> [WHAT YOU HAVE TO DO]: From the data below, return the exact lines starting at the line containing "Task: Describe this" and ending at the line containing "Serialize what can", both included, and nothing else.

> [Records drawn from a dataset]:

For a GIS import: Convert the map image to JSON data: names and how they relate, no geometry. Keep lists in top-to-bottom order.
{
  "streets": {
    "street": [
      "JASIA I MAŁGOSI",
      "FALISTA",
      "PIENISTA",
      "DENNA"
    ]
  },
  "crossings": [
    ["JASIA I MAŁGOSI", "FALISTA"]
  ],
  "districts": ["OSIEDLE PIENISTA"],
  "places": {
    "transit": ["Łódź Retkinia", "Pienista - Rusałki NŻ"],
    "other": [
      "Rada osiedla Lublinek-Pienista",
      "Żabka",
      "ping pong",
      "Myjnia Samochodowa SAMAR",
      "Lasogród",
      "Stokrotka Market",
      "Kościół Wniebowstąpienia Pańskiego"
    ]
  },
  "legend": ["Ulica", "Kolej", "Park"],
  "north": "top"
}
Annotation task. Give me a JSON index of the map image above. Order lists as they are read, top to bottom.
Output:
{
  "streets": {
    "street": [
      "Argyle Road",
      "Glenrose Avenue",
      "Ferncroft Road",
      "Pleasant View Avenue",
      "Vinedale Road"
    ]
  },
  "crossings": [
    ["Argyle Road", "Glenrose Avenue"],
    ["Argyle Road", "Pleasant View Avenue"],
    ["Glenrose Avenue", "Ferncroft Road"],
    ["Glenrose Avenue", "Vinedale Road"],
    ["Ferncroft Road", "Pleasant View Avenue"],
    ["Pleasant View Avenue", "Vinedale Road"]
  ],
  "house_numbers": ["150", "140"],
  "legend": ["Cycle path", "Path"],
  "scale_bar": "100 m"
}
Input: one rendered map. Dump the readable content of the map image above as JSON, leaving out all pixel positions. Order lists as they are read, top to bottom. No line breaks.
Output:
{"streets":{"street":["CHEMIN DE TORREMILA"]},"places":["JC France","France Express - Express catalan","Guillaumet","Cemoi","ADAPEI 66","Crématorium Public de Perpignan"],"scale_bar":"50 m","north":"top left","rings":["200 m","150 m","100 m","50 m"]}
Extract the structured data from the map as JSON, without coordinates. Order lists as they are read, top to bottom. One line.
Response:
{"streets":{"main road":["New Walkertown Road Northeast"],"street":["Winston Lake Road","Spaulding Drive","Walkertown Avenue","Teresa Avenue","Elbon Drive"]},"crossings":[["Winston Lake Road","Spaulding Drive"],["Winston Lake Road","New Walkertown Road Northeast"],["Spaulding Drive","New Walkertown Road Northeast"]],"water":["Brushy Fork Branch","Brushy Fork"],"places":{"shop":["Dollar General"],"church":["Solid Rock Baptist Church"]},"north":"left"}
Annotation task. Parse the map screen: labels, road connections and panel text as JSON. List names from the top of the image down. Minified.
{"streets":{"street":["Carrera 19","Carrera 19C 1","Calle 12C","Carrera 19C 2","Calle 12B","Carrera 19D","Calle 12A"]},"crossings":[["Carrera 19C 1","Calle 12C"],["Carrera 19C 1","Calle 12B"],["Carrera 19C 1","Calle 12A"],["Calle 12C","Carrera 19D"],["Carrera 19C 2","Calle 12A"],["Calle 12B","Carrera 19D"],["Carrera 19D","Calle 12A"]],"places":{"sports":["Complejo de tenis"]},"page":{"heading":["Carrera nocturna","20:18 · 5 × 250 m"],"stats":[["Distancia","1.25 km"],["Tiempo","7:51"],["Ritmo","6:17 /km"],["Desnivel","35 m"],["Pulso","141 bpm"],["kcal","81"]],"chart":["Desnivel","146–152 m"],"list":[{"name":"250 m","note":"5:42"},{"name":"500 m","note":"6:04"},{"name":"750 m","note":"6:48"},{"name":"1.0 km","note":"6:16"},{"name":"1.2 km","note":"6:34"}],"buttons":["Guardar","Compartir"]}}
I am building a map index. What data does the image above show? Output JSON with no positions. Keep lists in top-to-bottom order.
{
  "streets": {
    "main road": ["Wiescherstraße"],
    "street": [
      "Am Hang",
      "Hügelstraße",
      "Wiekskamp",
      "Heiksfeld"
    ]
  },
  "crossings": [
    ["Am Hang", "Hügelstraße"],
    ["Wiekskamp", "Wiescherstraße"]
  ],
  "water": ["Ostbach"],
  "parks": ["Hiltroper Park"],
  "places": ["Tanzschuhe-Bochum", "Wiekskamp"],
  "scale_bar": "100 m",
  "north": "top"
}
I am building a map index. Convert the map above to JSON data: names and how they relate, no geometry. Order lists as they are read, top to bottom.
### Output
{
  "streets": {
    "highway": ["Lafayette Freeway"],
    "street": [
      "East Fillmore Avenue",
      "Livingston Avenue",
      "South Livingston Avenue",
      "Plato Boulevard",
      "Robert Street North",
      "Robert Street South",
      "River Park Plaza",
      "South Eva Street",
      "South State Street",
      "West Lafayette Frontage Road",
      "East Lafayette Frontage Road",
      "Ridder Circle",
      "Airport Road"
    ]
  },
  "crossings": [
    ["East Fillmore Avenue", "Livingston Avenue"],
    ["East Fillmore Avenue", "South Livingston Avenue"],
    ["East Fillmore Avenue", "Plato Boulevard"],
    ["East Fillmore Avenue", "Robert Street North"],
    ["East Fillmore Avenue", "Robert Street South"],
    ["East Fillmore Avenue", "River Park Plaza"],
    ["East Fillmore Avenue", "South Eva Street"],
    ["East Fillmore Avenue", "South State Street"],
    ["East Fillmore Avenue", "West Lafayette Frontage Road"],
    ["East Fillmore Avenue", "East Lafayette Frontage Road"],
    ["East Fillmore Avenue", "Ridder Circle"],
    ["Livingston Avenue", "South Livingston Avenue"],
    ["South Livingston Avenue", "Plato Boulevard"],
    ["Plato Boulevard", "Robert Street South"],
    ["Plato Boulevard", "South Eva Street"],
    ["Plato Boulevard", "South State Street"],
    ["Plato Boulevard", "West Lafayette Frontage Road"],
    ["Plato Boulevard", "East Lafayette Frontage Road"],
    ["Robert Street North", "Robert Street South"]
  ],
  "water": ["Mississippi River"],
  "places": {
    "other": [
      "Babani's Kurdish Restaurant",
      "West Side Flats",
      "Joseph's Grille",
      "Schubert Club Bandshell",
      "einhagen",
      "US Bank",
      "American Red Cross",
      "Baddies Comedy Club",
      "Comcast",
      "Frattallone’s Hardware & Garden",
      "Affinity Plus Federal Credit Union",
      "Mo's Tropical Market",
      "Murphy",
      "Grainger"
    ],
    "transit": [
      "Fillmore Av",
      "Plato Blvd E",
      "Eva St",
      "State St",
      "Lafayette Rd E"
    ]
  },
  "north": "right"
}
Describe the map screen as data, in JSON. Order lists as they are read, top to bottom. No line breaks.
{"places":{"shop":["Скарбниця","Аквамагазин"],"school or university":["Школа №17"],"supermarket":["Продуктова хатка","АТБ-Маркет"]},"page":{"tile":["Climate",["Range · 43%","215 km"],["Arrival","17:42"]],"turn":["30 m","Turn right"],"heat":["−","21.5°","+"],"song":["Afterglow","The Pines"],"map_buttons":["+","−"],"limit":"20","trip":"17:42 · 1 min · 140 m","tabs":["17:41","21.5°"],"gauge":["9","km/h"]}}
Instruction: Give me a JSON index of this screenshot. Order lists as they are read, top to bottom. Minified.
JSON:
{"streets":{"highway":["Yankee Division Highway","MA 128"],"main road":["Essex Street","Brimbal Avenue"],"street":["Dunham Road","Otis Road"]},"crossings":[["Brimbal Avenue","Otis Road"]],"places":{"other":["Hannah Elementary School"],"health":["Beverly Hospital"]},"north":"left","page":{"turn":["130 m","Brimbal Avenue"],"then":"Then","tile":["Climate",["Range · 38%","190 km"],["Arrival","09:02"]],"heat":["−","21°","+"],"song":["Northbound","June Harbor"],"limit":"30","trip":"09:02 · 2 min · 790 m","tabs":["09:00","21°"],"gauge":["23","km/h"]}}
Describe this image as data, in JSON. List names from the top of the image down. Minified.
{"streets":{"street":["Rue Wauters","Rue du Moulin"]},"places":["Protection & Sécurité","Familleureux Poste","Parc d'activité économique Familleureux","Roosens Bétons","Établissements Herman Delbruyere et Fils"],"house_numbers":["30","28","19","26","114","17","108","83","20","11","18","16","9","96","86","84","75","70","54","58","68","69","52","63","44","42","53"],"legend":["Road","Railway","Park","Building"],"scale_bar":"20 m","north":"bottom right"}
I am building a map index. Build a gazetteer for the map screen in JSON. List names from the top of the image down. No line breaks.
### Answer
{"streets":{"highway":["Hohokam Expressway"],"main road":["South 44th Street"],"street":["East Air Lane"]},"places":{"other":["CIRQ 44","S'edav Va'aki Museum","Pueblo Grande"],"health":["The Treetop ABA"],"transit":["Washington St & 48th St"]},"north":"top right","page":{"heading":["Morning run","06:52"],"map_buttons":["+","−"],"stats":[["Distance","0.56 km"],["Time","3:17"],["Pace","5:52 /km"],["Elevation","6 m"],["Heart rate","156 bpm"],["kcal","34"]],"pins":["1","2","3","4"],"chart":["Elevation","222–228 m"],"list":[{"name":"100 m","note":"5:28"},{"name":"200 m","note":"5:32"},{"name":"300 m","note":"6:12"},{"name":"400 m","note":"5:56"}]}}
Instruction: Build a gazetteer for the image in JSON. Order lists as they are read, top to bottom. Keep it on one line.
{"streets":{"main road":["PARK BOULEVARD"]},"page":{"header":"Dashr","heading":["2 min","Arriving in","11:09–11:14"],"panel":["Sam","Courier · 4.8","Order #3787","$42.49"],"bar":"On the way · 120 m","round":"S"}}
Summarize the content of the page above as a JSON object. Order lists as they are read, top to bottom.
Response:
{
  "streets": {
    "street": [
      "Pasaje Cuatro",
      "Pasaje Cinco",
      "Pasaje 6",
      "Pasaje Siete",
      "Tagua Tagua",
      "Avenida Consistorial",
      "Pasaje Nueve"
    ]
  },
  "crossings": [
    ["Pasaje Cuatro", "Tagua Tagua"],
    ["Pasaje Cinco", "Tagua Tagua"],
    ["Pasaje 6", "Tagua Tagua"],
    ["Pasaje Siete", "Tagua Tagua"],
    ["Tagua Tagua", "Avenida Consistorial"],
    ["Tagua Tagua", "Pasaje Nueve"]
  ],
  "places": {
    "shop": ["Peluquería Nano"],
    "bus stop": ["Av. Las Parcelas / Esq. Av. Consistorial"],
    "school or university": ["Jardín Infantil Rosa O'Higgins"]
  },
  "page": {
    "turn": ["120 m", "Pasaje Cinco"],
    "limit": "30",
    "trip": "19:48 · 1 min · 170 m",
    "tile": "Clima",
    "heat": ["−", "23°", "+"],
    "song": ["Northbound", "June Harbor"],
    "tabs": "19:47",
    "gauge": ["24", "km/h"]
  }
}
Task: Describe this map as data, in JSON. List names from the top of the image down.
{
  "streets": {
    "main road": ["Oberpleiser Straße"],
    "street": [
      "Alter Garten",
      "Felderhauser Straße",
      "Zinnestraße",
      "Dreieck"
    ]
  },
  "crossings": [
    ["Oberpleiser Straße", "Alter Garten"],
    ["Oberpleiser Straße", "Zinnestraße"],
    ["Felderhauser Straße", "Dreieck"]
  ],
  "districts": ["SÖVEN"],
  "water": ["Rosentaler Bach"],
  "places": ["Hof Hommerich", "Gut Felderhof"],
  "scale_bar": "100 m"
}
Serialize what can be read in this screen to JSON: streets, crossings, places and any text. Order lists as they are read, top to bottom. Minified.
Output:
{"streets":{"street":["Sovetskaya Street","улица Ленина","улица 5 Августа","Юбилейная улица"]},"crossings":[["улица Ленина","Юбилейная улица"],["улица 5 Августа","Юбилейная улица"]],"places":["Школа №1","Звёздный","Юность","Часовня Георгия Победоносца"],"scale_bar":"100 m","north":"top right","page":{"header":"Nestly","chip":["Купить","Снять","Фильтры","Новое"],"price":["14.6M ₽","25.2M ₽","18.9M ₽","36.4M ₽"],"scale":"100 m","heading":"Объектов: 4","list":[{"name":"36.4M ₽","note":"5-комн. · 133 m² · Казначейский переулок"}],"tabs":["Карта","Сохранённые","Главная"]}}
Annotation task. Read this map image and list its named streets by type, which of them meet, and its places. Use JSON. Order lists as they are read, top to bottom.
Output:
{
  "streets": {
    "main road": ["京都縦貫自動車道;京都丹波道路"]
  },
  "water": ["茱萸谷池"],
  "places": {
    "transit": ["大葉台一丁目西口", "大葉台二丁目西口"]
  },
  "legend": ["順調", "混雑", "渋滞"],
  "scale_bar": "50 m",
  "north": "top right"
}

> [TASK OUTPUT]:
Task: Describe this map as data, in JSON. List names from the top of the image down.
{
  "streets": {
    "main road": ["Oberpleiser Straße"],
    "street": [
      "Alter Garten",
      "Felderhauser Straße",
      "Zinnestraße",
      "Dreieck"
    ]
  },
  "crossings": [
    ["Oberpleiser Straße", "Alter Garten"],
    ["Oberpleiser Straße", "Zinnestraße"],
    ["Felderhauser Straße", "Dreieck"]
  ],
  "districts": ["SÖVEN"],
  "water": ["Rosentaler Bach"],
  "places": ["Hof Hommerich", "Gut Felderhof"],
  "scale_bar": "100 m"
}
Serialize what can be read in this screen to JSON: streets, crossings, places and any text. Order lists as they are read, top to bottom. Minified.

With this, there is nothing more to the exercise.